*** Data shown

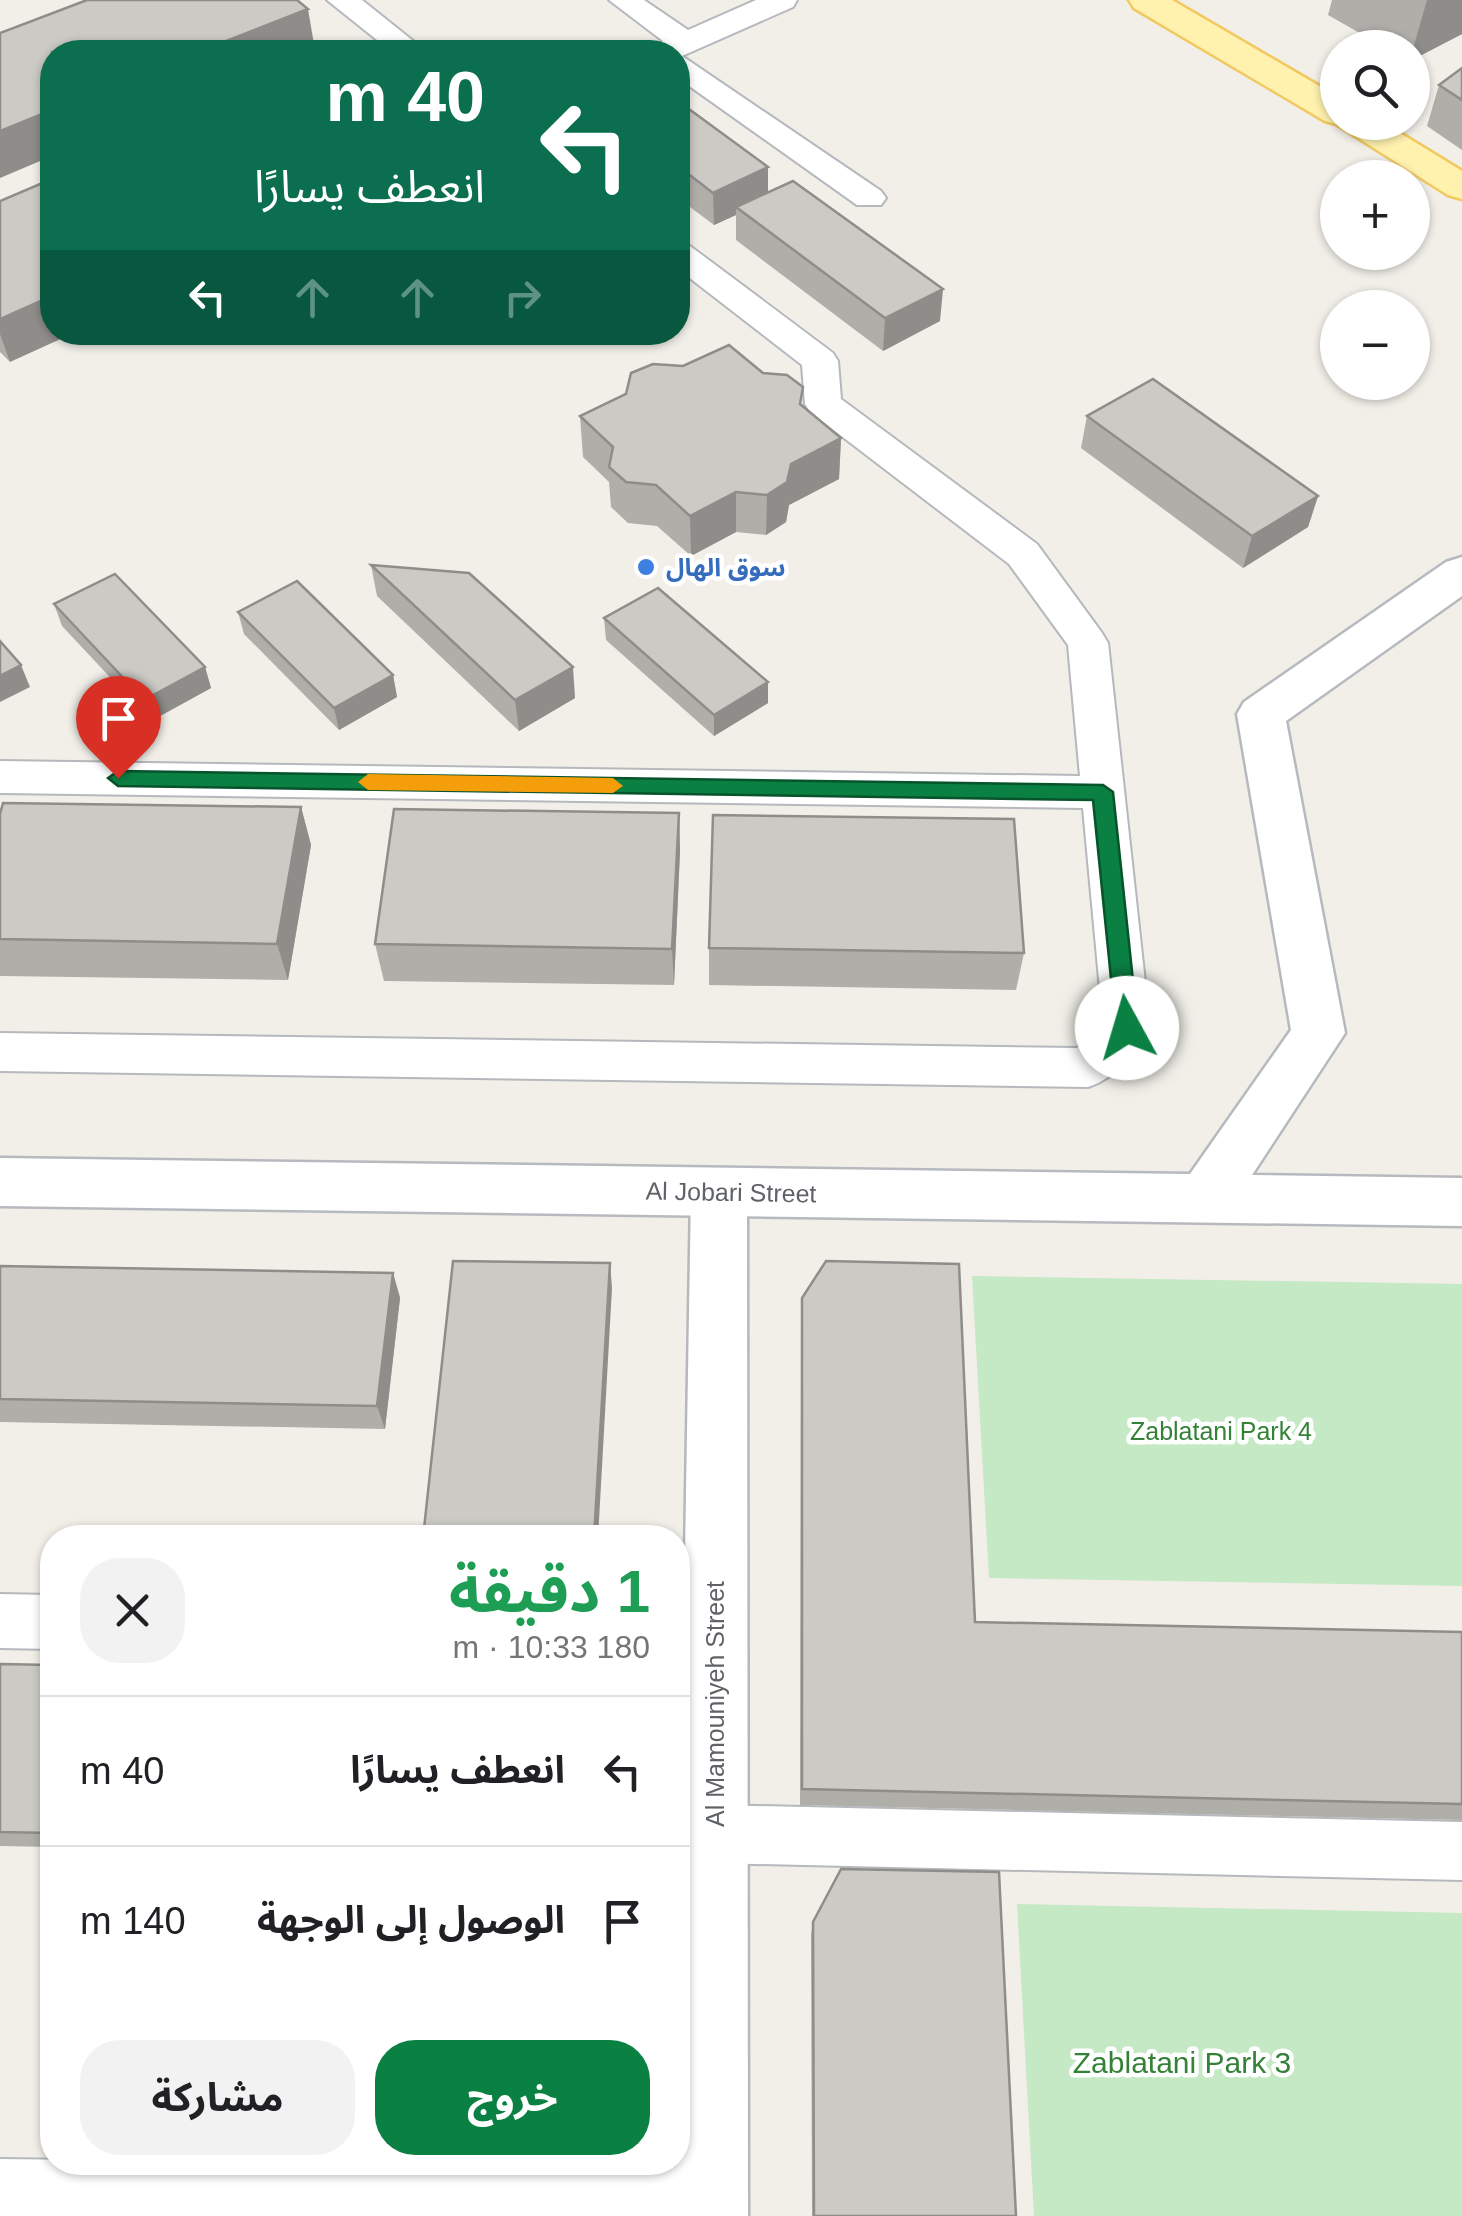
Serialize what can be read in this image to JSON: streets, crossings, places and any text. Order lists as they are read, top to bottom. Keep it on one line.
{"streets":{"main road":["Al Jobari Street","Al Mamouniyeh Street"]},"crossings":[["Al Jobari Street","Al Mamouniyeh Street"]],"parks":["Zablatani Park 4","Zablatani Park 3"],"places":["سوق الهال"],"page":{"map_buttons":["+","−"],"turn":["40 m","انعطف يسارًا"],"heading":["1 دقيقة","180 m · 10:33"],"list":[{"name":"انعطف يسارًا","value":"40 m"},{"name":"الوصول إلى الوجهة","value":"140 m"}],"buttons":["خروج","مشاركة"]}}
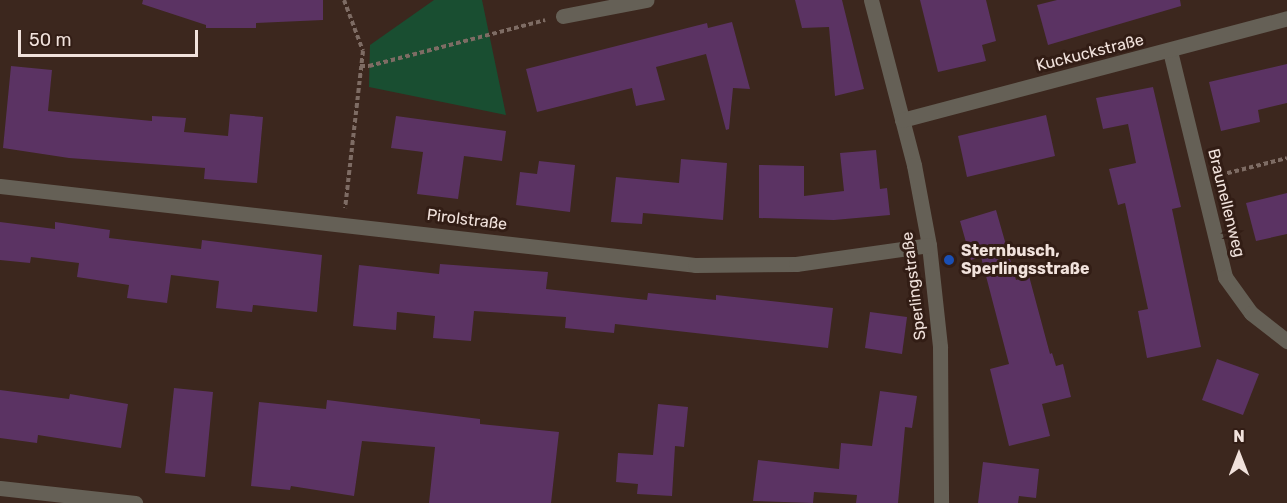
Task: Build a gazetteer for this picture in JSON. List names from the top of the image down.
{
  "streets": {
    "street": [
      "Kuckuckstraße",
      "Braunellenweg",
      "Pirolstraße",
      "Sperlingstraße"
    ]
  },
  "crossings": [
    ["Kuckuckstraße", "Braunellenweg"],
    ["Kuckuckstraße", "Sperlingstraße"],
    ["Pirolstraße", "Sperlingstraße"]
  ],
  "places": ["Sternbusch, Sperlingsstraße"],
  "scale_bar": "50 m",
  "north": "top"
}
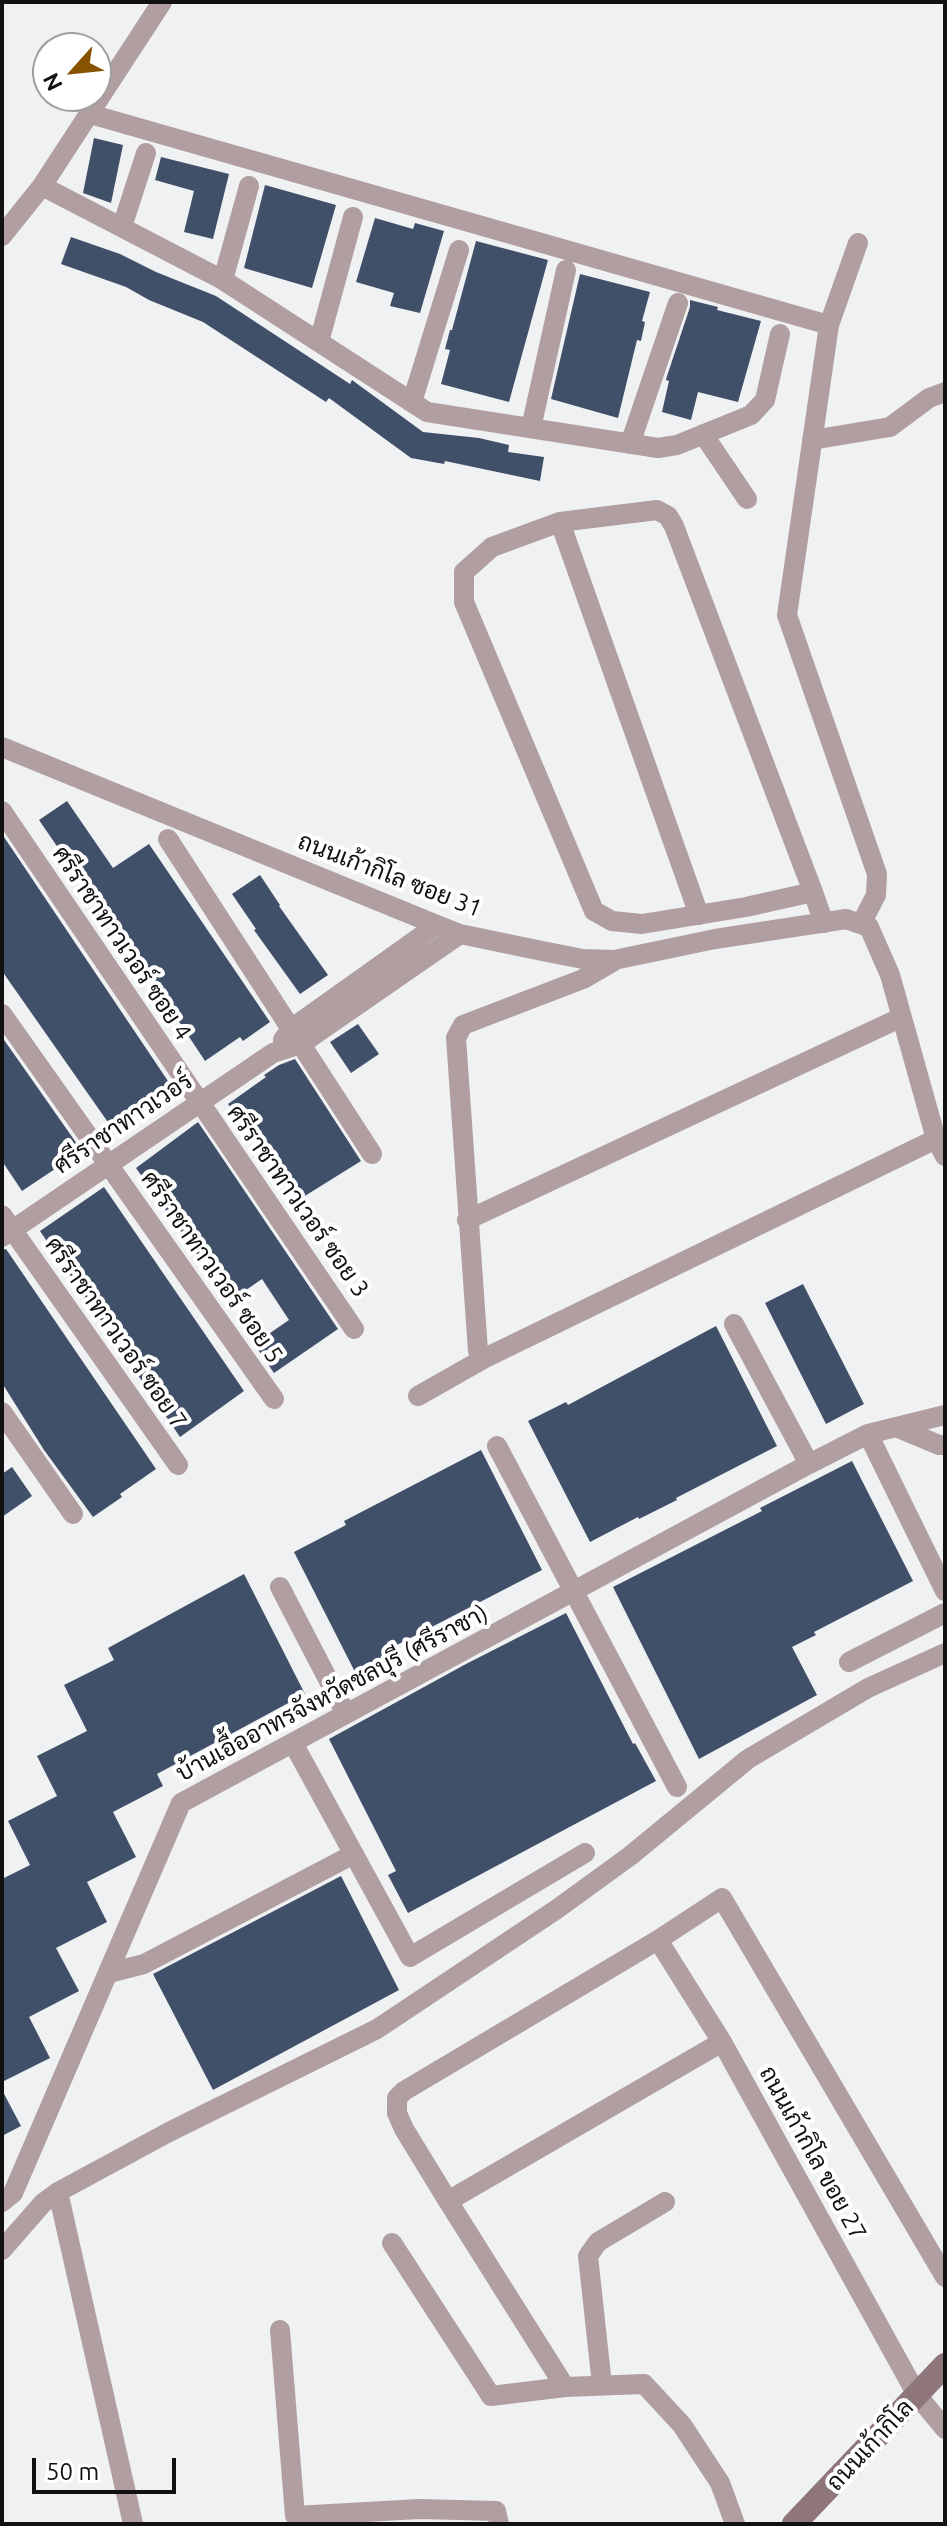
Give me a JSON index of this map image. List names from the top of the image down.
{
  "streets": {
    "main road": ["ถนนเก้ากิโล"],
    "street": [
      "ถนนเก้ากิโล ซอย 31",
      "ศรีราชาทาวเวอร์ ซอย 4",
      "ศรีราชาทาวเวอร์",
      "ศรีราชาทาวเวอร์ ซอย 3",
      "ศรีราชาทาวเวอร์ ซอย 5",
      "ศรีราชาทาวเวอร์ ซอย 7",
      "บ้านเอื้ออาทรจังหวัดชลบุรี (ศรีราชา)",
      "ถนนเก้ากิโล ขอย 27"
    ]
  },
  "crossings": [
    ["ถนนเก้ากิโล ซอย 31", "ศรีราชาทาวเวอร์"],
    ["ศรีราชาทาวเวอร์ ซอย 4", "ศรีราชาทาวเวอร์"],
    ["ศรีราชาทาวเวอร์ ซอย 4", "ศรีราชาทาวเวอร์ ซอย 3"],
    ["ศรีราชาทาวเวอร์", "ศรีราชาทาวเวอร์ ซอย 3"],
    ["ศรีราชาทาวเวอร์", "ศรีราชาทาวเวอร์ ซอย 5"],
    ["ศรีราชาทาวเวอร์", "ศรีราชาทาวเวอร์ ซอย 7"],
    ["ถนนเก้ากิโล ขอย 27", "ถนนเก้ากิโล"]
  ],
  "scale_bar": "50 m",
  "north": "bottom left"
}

******

# Exercise objective
Every entry above is to be set down exactly; the pictures are to be left out.

# Exercise answer
Serialize what can be read in this image to JSON: streets, crossings, places and any text. Order lists as they are read, top to bottom. Keep it on one line.
{"streets":{"main road":["Al Jobari Street","Al Mamouniyeh Street"]},"crossings":[["Al Jobari Street","Al Mamouniyeh Street"]],"parks":["Zablatani Park 4","Zablatani Park 3"],"places":["سوق الهال"],"page":{"map_buttons":["+","−"],"turn":["40 m","انعطف يسارًا"],"heading":["1 دقيقة","180 m · 10:33"],"list":[{"name":"انعطف يسارًا","value":"40 m"},{"name":"الوصول إلى الوجهة","value":"140 m"}],"buttons":["خروج","مشاركة"]}}
Task: Build a gazetteer for this picture in JSON. List names from the top of the image down.
{
  "streets": {
    "street": [
      "Kuckuckstraße",
      "Braunellenweg",
      "Pirolstraße",
      "Sperlingstraße"
    ]
  },
  "crossings": [
    ["Kuckuckstraße", "Braunellenweg"],
    ["Kuckuckstraße", "Sperlingstraße"],
    ["Pirolstraße", "Sperlingstraße"]
  ],
  "places": ["Sternbusch, Sperlingsstraße"],
  "scale_bar": "50 m",
  "north": "top"
}
Give me a JSON index of this map image. List names from the top of the image down.
{
  "streets": {
    "main road": ["ถนนเก้ากิโล"],
    "street": [
      "ถนนเก้ากิโล ซอย 31",
      "ศรีราชาทาวเวอร์ ซอย 4",
      "ศรีราชาทาวเวอร์",
      "ศรีราชาทาวเวอร์ ซอย 3",
      "ศรีราชาทาวเวอร์ ซอย 5",
      "ศรีราชาทาวเวอร์ ซอย 7",
      "บ้านเอื้ออาทรจังหวัดชลบุรี (ศรีราชา)",
      "ถนนเก้ากิโล ขอย 27"
    ]
  },
  "crossings": [
    ["ถนนเก้ากิโล ซอย 31", "ศรีราชาทาวเวอร์"],
    ["ศรีราชาทาวเวอร์ ซอย 4", "ศรีราชาทาวเวอร์"],
    ["ศรีราชาทาวเวอร์ ซอย 4", "ศรีราชาทาวเวอร์ ซอย 3"],
    ["ศรีราชาทาวเวอร์", "ศรีราชาทาวเวอร์ ซอย 3"],
    ["ศรีราชาทาวเวอร์", "ศรีราชาทาวเวอร์ ซอย 5"],
    ["ศรีราชาทาวเวอร์", "ศรีราชาทาวเวอร์ ซอย 7"],
    ["ถนนเก้ากิโล ขอย 27", "ถนนเก้ากิโล"]
  ],
  "scale_bar": "50 m",
  "north": "bottom left"
}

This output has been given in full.